Entries supplied –
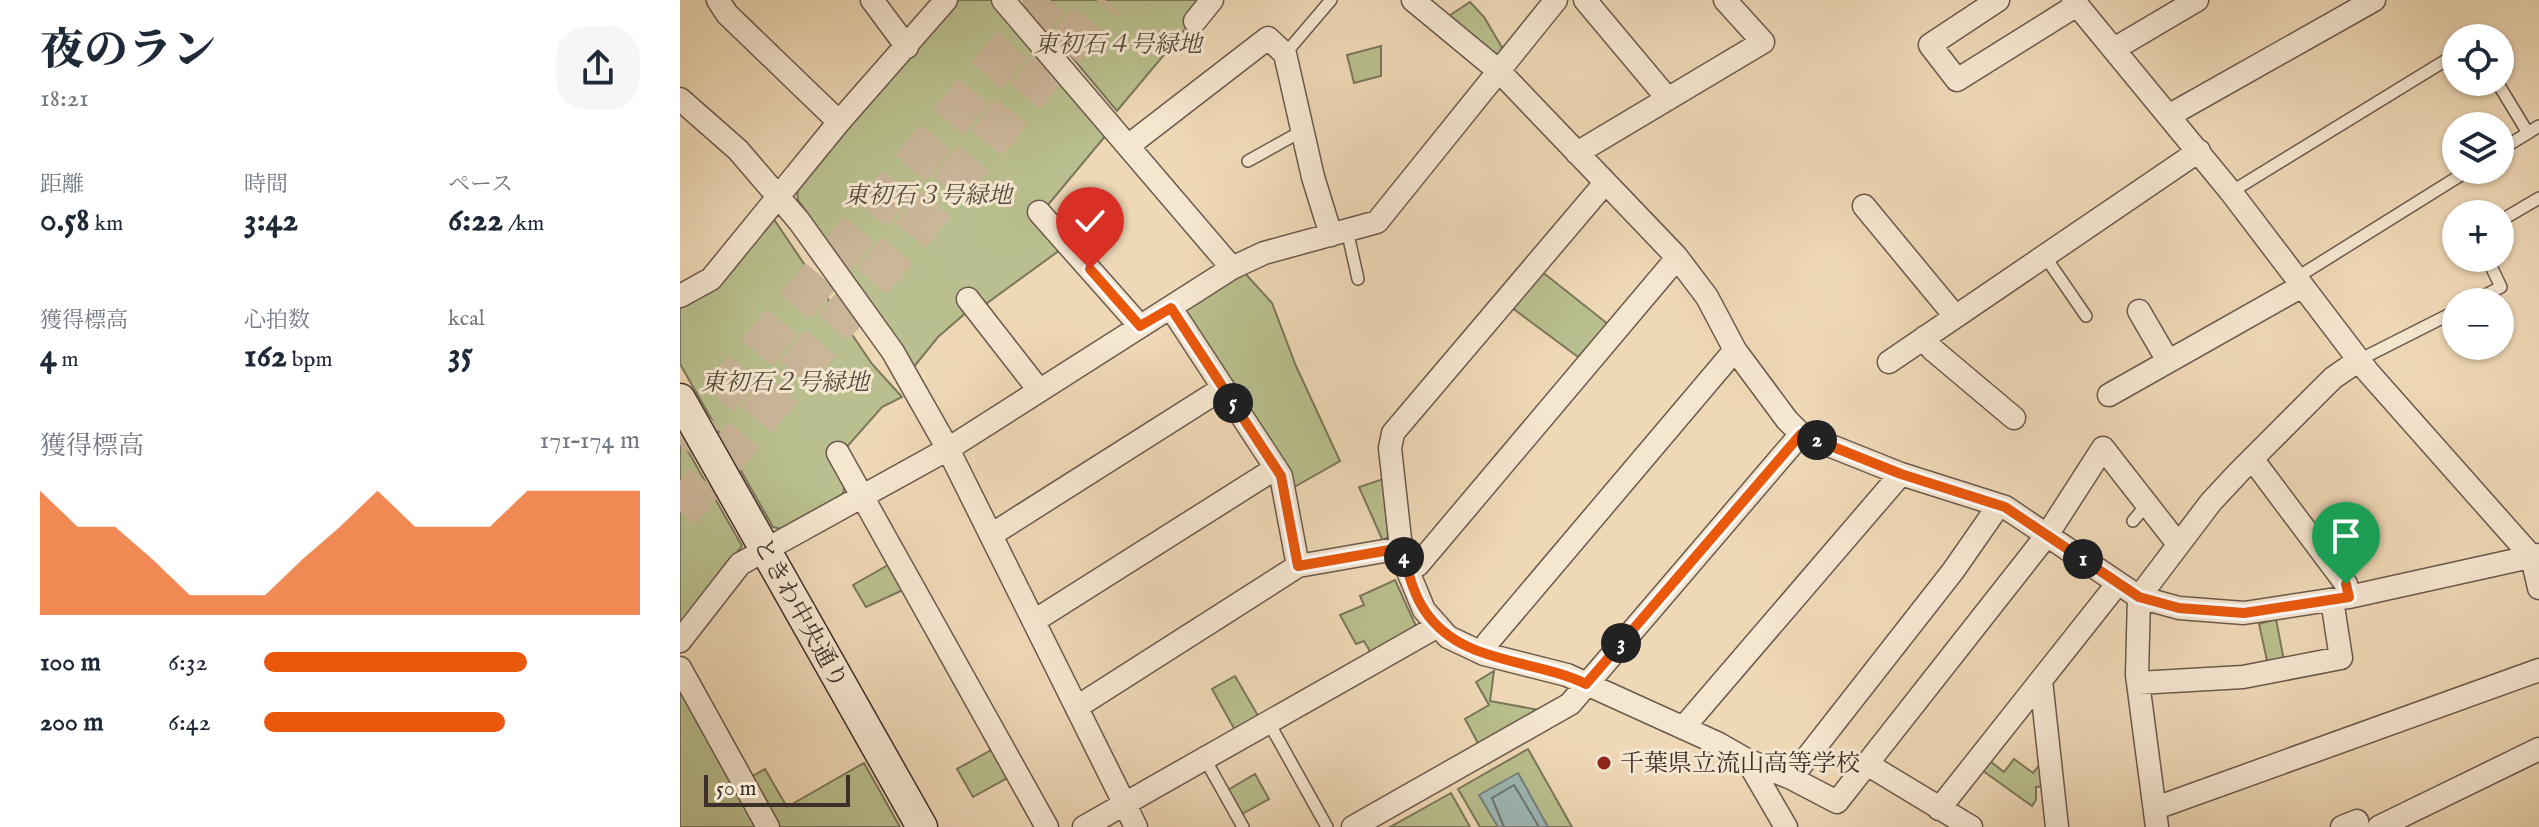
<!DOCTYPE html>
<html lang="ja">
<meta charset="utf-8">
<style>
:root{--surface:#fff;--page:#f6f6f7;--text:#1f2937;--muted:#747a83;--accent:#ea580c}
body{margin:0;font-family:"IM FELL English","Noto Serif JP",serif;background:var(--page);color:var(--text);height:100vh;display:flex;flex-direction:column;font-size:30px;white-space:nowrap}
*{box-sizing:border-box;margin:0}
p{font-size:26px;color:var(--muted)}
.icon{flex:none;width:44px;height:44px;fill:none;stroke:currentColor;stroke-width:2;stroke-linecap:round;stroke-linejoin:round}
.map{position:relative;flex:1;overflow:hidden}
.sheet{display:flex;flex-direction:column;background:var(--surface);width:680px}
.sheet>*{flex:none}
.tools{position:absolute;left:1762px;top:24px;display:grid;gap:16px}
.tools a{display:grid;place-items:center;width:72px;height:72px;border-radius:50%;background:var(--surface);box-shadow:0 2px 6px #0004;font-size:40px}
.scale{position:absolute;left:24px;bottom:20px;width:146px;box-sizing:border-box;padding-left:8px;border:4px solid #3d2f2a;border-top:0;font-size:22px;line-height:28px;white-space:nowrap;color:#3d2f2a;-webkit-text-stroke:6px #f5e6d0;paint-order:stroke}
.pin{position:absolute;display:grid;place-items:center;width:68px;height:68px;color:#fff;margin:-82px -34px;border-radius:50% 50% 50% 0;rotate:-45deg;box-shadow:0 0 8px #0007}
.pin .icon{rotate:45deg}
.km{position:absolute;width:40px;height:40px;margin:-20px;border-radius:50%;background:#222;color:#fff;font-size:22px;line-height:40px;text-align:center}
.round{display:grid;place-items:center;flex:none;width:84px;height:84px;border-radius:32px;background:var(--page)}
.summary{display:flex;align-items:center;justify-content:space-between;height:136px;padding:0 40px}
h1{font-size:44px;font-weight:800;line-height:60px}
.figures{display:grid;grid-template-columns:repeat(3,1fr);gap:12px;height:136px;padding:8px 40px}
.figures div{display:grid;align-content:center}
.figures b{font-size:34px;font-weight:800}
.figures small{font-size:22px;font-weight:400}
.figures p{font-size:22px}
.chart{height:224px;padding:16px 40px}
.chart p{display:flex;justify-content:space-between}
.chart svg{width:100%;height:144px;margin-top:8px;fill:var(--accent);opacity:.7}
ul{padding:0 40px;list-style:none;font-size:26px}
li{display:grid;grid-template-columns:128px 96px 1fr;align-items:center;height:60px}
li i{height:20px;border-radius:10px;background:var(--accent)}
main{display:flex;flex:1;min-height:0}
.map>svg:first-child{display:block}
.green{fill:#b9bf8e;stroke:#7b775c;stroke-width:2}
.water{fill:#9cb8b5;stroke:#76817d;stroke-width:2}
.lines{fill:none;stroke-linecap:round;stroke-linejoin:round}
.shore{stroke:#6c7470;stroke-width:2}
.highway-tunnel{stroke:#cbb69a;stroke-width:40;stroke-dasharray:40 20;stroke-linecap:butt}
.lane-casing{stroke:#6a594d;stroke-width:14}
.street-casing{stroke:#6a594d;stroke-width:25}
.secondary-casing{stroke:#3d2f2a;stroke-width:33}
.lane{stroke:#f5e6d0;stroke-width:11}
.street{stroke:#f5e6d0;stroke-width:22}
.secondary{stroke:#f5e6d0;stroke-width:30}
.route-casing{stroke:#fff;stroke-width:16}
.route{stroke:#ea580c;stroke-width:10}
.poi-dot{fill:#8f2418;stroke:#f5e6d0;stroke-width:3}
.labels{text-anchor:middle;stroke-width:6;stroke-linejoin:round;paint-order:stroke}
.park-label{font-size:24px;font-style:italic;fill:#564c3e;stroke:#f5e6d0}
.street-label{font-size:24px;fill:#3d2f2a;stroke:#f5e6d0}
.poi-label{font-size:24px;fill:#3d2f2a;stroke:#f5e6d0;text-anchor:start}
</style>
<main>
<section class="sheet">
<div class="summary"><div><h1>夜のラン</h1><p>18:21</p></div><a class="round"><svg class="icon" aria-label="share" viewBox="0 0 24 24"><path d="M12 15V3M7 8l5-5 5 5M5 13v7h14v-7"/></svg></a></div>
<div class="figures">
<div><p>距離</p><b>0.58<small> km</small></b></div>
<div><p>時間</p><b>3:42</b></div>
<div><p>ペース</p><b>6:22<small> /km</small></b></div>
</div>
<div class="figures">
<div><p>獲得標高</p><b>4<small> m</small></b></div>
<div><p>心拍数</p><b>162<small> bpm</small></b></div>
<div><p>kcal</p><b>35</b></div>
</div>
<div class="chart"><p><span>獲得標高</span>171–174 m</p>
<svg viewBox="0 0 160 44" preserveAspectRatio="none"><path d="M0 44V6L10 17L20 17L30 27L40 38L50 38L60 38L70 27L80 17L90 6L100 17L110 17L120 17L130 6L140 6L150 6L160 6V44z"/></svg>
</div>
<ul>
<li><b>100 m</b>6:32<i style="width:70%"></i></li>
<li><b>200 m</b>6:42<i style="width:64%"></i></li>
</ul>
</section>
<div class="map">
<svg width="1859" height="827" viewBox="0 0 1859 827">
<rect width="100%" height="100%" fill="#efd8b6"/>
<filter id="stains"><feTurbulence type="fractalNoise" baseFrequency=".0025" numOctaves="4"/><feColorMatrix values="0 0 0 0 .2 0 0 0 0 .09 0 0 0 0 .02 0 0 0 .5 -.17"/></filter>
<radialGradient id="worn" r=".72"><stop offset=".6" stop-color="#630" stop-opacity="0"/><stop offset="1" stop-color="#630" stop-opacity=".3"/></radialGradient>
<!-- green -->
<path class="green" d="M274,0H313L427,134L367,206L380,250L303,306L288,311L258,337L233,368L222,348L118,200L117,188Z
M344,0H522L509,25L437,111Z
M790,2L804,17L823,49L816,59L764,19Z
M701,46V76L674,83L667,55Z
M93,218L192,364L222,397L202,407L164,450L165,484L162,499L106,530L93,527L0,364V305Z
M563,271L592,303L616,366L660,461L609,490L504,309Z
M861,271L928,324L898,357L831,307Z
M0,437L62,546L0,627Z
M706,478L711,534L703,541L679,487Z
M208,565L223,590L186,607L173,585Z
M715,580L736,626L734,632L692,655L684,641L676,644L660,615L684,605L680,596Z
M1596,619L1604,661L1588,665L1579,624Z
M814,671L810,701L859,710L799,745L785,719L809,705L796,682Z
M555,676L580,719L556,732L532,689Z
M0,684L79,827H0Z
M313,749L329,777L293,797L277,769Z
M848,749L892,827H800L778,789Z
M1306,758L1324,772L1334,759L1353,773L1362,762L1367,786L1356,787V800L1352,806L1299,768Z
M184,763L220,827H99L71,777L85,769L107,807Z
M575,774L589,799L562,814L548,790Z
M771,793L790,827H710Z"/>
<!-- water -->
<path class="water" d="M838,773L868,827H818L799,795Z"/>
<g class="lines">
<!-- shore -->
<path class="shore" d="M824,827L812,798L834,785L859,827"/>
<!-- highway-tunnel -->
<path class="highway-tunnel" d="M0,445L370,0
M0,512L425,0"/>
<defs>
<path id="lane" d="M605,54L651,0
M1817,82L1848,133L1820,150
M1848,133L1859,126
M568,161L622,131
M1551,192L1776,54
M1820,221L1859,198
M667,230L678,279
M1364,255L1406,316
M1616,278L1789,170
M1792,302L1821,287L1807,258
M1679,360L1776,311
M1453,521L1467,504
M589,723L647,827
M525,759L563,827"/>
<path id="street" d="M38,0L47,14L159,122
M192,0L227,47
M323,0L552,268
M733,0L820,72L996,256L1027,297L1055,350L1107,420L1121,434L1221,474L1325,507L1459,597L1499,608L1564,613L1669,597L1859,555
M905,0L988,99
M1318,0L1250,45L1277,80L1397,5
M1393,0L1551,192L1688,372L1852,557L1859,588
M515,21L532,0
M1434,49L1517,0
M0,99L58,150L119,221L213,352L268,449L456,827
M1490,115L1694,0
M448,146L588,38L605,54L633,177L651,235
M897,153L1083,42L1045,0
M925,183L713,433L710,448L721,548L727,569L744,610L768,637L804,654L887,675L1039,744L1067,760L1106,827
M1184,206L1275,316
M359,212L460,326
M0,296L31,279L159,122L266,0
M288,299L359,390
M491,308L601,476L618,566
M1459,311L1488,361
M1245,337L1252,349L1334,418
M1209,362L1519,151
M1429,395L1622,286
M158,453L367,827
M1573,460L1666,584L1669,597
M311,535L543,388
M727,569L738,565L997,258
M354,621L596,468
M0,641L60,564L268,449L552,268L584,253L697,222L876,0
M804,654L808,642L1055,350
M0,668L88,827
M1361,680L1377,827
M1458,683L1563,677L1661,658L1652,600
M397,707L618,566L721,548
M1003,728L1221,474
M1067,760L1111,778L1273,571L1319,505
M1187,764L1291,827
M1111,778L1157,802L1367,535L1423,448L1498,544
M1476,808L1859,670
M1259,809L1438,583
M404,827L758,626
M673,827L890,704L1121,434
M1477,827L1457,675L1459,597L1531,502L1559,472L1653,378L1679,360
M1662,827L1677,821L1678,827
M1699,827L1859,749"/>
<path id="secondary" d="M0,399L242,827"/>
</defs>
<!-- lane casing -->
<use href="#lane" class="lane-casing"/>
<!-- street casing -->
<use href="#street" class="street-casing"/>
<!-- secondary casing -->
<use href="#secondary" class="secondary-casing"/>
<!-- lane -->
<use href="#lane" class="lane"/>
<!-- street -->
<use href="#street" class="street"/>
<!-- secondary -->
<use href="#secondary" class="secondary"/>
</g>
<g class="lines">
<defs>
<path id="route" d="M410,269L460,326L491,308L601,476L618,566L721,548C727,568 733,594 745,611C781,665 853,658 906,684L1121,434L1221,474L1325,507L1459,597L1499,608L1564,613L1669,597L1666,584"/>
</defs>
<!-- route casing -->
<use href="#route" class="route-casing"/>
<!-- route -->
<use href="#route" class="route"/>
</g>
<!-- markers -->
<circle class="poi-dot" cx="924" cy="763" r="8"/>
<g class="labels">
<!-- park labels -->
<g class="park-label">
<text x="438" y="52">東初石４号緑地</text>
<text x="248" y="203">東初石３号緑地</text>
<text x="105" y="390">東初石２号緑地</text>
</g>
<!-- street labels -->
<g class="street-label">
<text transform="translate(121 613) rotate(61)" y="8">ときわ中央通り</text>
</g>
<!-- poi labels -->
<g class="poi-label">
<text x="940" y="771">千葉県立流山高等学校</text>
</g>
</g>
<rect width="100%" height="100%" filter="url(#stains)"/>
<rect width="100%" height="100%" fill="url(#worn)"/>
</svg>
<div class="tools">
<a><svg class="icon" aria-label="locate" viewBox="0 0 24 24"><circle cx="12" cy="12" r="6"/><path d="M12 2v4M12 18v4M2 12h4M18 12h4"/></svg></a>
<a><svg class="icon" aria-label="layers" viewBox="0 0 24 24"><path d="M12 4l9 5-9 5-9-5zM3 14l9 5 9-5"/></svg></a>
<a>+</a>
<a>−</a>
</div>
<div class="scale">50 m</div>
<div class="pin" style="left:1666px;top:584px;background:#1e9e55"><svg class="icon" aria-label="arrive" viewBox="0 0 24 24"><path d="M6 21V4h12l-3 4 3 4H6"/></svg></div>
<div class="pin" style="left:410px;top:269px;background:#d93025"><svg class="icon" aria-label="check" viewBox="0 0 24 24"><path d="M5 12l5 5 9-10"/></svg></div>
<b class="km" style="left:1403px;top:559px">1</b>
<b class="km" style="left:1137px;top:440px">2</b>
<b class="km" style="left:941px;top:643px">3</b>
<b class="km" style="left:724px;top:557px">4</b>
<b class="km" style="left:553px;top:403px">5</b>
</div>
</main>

What to produce –
Go through the listing above and return every line where the word "direction" occurs.

The completed task –
body{margin:0;font-family:"IM FELL English","Noto Serif JP",serif;background:var(--page);color:var(--text);height:100vh;display:flex;flex-direction:column;font-size:30px;white-space:nowrap}
.sheet{display:flex;flex-direction:column;background:var(--surface);width:680px}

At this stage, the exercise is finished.